* **ASSIGNMENT**: Return, from the data below, each line that contains the word "NIEBLA".
┌────────
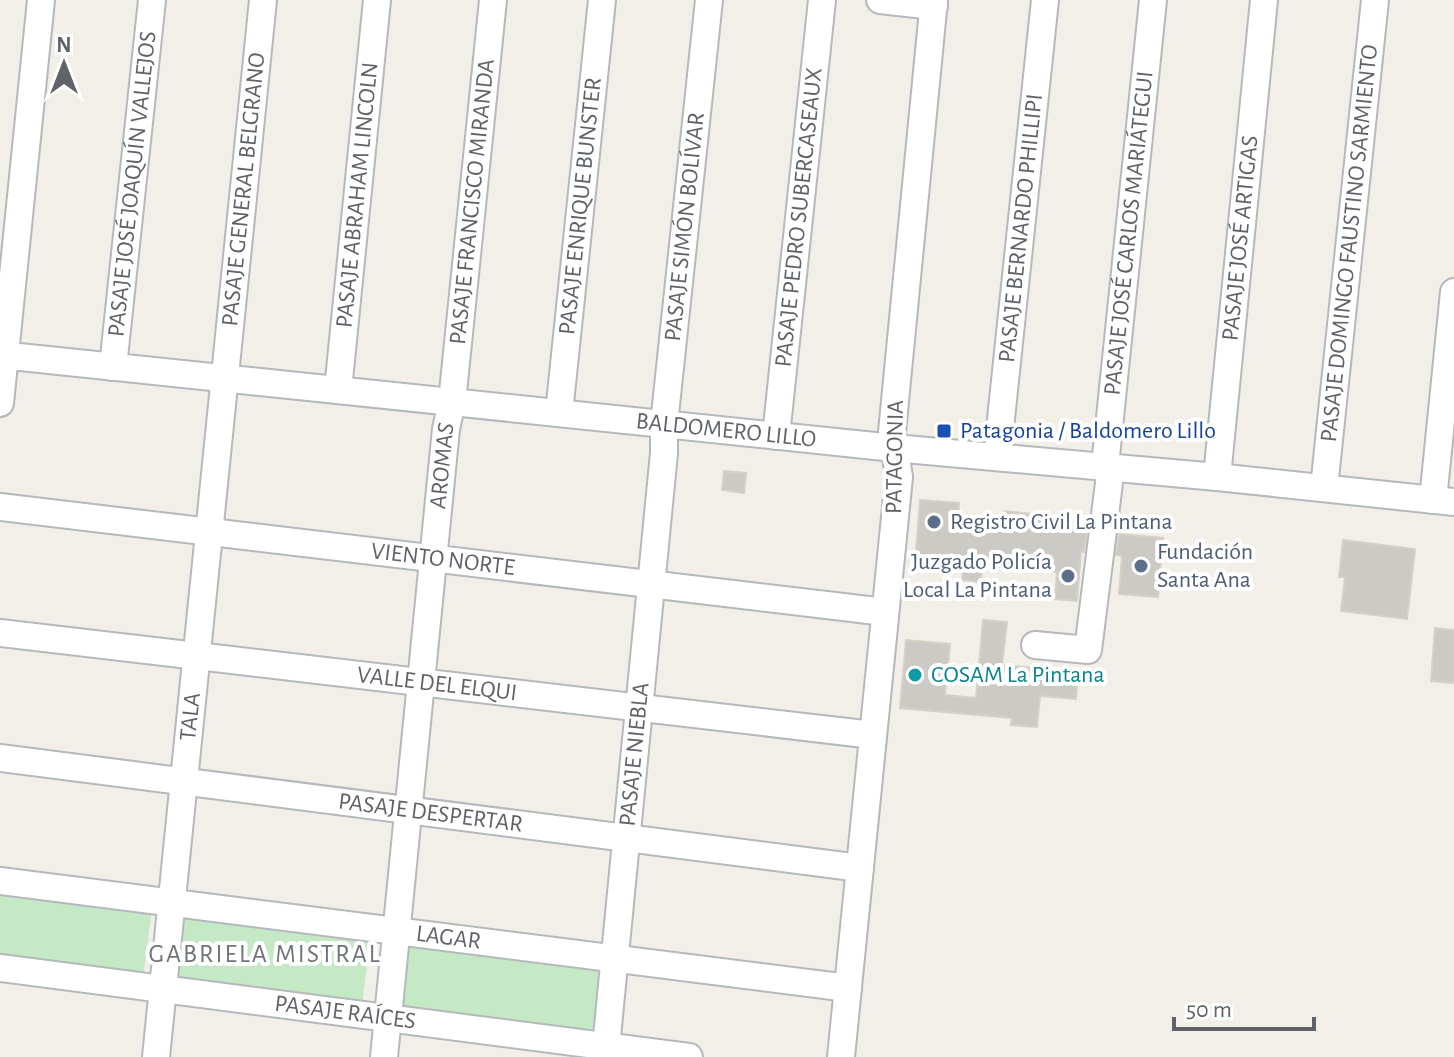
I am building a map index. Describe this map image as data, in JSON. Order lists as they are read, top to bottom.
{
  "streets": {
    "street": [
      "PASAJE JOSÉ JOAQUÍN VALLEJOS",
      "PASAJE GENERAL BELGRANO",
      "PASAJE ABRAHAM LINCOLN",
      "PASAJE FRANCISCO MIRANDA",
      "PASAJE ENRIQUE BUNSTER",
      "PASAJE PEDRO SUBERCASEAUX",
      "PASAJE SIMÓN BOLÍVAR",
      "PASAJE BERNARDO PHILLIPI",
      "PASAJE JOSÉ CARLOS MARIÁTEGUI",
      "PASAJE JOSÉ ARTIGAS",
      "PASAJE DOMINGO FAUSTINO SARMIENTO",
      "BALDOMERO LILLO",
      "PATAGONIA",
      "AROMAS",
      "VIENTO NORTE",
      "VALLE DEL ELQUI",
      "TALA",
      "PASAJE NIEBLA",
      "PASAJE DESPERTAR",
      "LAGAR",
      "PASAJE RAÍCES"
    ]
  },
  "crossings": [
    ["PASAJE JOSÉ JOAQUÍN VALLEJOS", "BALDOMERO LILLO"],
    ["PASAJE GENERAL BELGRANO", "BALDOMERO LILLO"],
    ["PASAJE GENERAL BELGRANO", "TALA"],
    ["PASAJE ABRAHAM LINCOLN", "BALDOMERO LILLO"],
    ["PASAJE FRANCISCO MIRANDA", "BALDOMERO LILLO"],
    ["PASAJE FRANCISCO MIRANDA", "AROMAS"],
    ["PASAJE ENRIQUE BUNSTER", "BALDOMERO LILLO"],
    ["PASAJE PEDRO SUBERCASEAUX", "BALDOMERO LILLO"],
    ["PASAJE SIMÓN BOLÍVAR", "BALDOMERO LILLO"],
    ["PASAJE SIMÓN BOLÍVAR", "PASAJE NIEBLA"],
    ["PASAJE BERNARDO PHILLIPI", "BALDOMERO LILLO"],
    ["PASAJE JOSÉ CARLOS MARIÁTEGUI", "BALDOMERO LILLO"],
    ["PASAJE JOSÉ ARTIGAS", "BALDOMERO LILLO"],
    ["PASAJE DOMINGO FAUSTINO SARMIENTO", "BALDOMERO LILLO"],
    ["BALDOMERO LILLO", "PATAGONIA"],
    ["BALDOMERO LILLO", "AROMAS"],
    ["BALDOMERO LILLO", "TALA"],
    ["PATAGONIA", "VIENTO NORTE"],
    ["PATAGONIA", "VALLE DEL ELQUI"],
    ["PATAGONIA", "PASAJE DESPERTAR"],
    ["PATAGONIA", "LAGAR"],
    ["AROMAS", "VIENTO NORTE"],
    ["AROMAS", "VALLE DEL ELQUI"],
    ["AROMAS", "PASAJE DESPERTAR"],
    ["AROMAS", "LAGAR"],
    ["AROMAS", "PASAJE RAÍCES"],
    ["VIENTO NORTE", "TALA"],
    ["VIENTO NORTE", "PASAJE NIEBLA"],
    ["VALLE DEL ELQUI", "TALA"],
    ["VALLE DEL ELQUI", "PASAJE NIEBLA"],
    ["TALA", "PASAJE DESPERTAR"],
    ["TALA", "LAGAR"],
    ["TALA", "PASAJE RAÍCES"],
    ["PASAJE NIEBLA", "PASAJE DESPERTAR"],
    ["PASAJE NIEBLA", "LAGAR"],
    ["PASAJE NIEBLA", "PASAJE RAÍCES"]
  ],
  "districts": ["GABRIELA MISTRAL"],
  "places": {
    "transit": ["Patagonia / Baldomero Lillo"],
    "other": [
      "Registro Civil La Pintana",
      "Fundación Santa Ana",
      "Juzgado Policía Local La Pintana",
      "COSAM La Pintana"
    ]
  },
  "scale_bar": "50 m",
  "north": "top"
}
└────────
* **PROBLEM SOLUTION**:
      "PASAJE NIEBLA",
    ["PASAJE SIMÓN BOLÍVAR", "PASAJE NIEBLA"],
    ["VIENTO NORTE", "PASAJE NIEBLA"],
    ["VALLE DEL ELQUI", "PASAJE NIEBLA"],
    ["PASAJE NIEBLA", "PASAJE DESPERTAR"],
    ["PASAJE NIEBLA", "LAGAR"],
    ["PASAJE NIEBLA", "PASAJE RAÍCES"]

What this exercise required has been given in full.